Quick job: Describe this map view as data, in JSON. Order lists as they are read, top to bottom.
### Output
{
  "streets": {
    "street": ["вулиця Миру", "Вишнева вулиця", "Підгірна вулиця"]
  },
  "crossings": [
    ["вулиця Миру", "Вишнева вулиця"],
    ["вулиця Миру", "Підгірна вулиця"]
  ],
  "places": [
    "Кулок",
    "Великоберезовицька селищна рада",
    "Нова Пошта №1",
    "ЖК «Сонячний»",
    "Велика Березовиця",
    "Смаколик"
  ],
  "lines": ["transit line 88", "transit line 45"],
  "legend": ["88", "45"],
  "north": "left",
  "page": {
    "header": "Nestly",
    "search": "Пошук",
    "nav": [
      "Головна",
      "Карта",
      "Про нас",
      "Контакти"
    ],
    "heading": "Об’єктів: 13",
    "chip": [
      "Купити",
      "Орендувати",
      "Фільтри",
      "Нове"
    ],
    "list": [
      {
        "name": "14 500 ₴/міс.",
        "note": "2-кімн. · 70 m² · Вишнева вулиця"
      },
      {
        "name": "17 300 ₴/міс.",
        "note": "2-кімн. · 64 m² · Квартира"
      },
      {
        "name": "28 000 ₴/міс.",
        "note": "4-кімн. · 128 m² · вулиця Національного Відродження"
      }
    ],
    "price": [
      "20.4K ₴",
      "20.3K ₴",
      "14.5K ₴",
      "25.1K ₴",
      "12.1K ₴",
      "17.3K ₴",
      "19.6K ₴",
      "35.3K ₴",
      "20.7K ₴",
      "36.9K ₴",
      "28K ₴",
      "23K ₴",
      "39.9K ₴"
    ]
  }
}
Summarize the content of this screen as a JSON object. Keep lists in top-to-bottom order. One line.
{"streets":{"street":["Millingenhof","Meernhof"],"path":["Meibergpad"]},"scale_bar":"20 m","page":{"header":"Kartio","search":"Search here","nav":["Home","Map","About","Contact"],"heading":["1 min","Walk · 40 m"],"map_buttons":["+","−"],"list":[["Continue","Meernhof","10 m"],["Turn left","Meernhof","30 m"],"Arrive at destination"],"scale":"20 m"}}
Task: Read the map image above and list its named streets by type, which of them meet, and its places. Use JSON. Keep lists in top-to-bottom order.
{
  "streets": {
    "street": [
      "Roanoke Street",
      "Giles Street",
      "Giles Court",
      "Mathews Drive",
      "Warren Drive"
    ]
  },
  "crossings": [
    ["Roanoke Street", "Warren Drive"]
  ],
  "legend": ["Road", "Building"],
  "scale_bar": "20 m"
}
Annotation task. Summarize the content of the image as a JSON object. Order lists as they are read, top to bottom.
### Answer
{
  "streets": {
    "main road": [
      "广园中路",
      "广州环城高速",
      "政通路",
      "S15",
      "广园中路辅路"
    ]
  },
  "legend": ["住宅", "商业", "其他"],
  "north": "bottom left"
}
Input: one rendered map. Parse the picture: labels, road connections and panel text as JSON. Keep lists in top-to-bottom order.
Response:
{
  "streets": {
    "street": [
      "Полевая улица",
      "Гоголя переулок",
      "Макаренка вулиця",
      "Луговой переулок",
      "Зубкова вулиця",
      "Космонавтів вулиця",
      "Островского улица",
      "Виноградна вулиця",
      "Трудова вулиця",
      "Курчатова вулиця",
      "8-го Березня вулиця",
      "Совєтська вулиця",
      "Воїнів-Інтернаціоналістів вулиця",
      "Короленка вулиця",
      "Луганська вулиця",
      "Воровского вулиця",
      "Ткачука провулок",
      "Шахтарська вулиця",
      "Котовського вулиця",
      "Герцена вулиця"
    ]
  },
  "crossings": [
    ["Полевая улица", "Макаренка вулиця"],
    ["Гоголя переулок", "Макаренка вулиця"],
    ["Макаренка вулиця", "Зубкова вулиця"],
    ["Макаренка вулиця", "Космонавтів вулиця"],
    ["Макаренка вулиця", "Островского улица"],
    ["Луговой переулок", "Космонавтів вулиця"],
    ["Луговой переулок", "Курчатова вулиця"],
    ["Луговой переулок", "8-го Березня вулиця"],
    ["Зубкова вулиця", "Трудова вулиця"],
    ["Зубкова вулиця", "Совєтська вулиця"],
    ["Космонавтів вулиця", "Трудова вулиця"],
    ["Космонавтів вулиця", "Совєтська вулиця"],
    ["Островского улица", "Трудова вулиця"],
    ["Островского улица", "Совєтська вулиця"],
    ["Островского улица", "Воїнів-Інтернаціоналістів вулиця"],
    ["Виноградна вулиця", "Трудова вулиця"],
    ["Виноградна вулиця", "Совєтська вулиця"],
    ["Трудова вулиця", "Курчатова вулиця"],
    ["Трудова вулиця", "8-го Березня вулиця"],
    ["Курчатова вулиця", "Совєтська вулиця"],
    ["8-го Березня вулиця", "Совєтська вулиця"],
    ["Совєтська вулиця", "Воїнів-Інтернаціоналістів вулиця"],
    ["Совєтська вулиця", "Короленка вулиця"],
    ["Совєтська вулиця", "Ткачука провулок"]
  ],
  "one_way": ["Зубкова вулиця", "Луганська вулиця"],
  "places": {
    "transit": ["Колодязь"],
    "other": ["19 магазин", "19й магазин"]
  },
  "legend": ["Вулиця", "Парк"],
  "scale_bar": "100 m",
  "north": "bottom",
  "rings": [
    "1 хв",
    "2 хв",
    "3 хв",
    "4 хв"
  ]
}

____

TASK REQUIREMENTS: Reproduce word for word the material above, starting with the line that has "Annotation task. Summarize" and stopping after the line that has "Input: one rendered".

EXERCISE SOLUTION:
Annotation task. Summarize the content of the image as a JSON object. Order lists as they are read, top to bottom.
### Answer
{
  "streets": {
    "main road": [
      "广园中路",
      "广州环城高速",
      "政通路",
      "S15",
      "广园中路辅路"
    ]
  },
  "legend": ["住宅", "商业", "其他"],
  "north": "bottom left"
}
Input: one rendered map. Parse the picture: labels, road connections and panel text as JSON. Keep lists in top-to-bottom order.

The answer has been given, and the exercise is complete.